▶ **WHAT THE TASK REQUIRES**
Search the records below for the string "white", and report each line that contains it.

▽

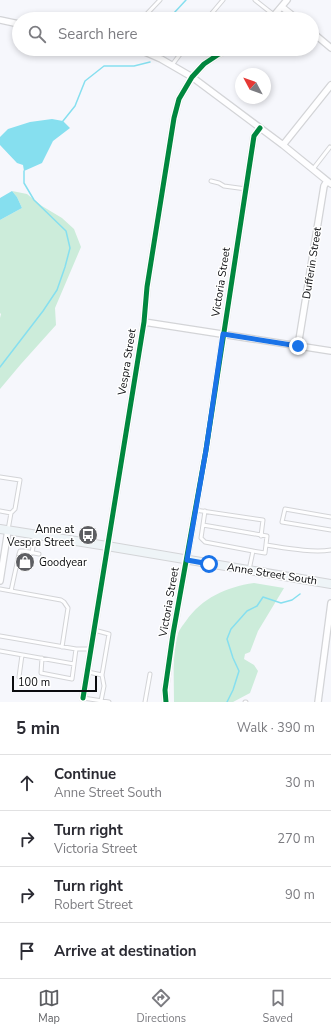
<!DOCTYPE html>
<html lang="en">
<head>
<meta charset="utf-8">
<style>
	body { margin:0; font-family:"Nunito Sans",sans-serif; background:#f7f7f7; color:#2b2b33 }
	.compass { position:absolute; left:235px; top:68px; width:36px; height:36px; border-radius:50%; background:#fff; box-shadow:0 2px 6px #0003; rotate:311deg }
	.scale { position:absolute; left:12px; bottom:10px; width:85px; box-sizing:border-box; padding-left:4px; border:2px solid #0b0c0f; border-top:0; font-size:11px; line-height:14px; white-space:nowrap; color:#0b0c0f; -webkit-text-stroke:3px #fff; paint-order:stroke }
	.stop { position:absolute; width:12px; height:12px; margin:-9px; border:3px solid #1a73e8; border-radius:50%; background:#fff }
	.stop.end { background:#1a73e8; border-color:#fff; box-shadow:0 1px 4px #0008 }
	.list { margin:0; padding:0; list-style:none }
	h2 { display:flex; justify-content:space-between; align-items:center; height:52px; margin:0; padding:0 16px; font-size:17px }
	h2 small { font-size:13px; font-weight:400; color:#7c7c81 }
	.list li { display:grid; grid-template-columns:26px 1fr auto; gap:12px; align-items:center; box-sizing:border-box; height:56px; padding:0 16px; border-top:1px solid #e1e1e2 }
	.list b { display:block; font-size:15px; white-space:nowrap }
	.list p { margin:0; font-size:13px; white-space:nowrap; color:#7c7c81 }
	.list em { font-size:13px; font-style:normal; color:#7c7c81 }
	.icon { flex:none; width:22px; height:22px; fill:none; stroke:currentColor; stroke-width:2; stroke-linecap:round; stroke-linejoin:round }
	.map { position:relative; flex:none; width:331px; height:702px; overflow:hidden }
	.search { position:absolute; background:#fff; box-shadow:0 2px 6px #0003; left:12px; right:12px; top:12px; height:44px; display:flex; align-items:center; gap:10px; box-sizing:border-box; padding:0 14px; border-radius:22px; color:#7c7c81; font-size:15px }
	.sheet { height:276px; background:#fff }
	nav { display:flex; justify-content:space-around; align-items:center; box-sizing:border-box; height:56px; border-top:1px solid #e1e1e2; background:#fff; font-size:11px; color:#7c7c81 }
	nav a { display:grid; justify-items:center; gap:2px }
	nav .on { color:#5d5e62 }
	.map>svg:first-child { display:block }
	.green { fill:#ccecda }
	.water { fill:#86dfef }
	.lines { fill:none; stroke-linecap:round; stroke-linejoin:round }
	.stream { stroke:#86dfef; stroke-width:1.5 }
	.lane-casing { stroke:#d3d4d7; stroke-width:5 }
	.street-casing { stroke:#d3d4d7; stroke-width:8 }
	.secondary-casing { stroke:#d3d4d7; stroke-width:10 }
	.lane { stroke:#fefeff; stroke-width:3 }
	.street { stroke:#fefeff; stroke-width:5.5 }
	.secondary { stroke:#eef4f7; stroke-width:8 }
	.cycleway-casing { stroke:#fff; stroke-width:8 }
	.cycleway { stroke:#00873e; stroke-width:5 }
	.route { stroke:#1a73e8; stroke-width:5 }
	.labels { text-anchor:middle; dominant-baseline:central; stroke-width:3; stroke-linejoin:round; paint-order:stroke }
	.street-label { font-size:11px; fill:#0b0c0f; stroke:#fff }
	.poi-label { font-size:11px; fill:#0b0c0f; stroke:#fff; text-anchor:end }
</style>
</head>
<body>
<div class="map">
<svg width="331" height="702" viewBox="0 0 331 702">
	<rect width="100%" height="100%" fill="#f6f7fc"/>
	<!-- green -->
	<path class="green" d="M12,191L27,194L42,206L62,218L74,229L81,247L55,308L56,325L21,364L0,389V318L1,314L0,313V220L22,208L17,197Z
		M254,583L284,588L258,631L250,652L245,654L244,659L254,665L258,671L250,693L233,702H174C174,680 172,656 178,634C179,630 183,625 186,621C202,598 226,587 254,583Z"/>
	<!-- water -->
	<path class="water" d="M52,119L63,121L70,128L53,141L42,163L24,171L23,165L17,163L0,145V137L8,129L30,122Z
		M12,191L17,197L22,208L0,220V198Z"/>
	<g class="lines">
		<!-- stream -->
		<path class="stream" d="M172,19L174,13L186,0
			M63,121L75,106L85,81L104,66H134L150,62
			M0,367L43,311L57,290L65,267L70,248L66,231L34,200L24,183V171
			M227,702L233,690L239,671L233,658L227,639L231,629L247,611L257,606L263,597L281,603L292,600L300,594"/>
		<defs>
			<path id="lane" d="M255,0L274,15
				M142,19L160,0
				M207,19L223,0
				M172,65L184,49
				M313,169L330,147
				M211,181L219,183L224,186L246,189
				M0,477L20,480L15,509L11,513
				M195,510L263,520L261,536
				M0,511L11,513L8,530
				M205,511L201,538L205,542L253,551L249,570
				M331,517L285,509L282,522L331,530
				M203,525L267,536L265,553L253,551
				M266,545C286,548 312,553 331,550
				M32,553L35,535
				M0,589L61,600L64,602L68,608L62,647
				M11,591L19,554L20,551H24L39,554
				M0,636L76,649H91
				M0,651L74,664L76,649
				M42,658L41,673L72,679L74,664
				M88,672L102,675L109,634L94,630
				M19,677L22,655
				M83,698L109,702
				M101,701L104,686L102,675
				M145,702L150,674
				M245,702H246"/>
			<path id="street" d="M282,7L297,19
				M271,19L287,0
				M0,20L19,24
				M312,32L331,48
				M138,49L161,59L192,77L283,145L331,184
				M283,145L331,85
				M144,322L331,351
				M298,346L324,186L327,181
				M0,581L8,530
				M83,698L144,322L147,287L174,118L179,99L192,77L204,64L219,54L228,49
				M166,702L165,690L173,634L206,450L254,136L260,128
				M318,702L331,603"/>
			<path id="secondary" d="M0,529L107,546L331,584"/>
		</defs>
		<!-- lane casing -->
		<use href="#lane" class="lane-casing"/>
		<!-- street casing -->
		<use href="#street" class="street-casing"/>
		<!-- secondary casing -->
		<use href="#secondary" class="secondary-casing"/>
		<!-- lane -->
		<use href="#lane" class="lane"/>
		<!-- street -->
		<use href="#street" class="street"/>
		<!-- secondary -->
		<use href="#secondary" class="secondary"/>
		<defs>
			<path id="cycleway" d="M83,698L144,322L147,287L174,118L179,99L192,77L204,64L219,54L228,49
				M166,702L165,690L173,634L206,450L254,136L260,128"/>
		</defs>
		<!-- cycleway casing -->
		<use href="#cycleway" class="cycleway-casing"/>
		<!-- cycleway -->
		<use href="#cycleway" class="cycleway"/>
	</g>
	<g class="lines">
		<!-- route -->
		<path class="route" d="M209,564L187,560L206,450L223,334L298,346"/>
	</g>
	<!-- icons -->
	<defs>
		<symbol id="bus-disc" viewBox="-11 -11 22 22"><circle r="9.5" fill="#5d5e62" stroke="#fff"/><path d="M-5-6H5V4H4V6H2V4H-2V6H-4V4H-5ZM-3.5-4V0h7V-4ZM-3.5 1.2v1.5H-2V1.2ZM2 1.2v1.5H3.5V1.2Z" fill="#fff"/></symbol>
		<symbol id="shop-disc" viewBox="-11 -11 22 22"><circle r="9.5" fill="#5d5e62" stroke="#fff"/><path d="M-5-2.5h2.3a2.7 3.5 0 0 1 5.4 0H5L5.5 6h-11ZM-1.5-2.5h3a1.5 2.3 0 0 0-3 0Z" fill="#fff"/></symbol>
	</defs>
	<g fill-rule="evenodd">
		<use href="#bus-disc" x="77" y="524" width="22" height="22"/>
		<use href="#shop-disc" x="14" y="551" width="22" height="22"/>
	</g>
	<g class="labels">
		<!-- street labels -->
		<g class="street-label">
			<text transform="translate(312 263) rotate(-81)">Dufferin Street</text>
			<text transform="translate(221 282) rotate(-81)">Victoria Street</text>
			<text transform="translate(127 362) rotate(-81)">Vespra Street</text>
			<text transform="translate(272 574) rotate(9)">Anne Street South</text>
			<text transform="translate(169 602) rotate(-80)">Victoria Street</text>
		</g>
		<!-- poi labels -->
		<g class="poi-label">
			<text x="74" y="529">Anne at<tspan x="74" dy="13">Vespra Street</tspan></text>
			<text x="39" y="562" text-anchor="start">Goodyear</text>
		</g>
	</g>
</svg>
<svg class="compass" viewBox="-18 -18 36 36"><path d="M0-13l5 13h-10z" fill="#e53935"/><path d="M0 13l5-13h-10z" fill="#7c7c81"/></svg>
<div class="scale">100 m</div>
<div class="stop" style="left:209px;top:564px"></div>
<div class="stop end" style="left:298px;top:346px"></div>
<div class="search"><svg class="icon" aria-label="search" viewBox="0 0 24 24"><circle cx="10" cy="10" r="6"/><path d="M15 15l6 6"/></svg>Search here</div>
</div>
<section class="sheet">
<h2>5 min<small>Walk · 390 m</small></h2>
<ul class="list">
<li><svg class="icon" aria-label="ahead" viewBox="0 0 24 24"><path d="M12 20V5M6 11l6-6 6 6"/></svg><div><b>Continue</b><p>Anne Street South</p></div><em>30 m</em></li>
<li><svg class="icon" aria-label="right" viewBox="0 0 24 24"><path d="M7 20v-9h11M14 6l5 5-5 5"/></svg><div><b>Turn right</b><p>Victoria Street</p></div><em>270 m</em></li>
<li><svg class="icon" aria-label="right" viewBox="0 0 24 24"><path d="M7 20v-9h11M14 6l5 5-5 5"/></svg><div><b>Turn right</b><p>Robert Street</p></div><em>90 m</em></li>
<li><svg class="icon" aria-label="arrive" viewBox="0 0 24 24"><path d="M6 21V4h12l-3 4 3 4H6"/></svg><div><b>Arrive at destination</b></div></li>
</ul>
</section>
<nav>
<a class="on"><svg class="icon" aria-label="map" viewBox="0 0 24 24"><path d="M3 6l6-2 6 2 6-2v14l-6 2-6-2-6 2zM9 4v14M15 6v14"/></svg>Map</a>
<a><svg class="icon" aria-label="directions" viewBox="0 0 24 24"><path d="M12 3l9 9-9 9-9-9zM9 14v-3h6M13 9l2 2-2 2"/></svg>Directions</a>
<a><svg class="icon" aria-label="saved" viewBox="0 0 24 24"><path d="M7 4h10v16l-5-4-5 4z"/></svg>Saved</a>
</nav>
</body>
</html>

△

▶ **SOLUTION**
	.scale { position:absolute; left:12px; bottom:10px; width:85px; box-sizing:border-box; padding-left:4px; border:2px solid #0b0c0f; border-top:0; font-size:11px; line-height:14px; white-space:nowrap; color:#0b0c0f; -webkit-text-stroke:3px #fff; paint-order:stroke }
	.list b { display:block; font-size:15px; white-space:nowrap }
	.list p { margin:0; font-size:13px; white-space:nowrap; color:#7c7c81 }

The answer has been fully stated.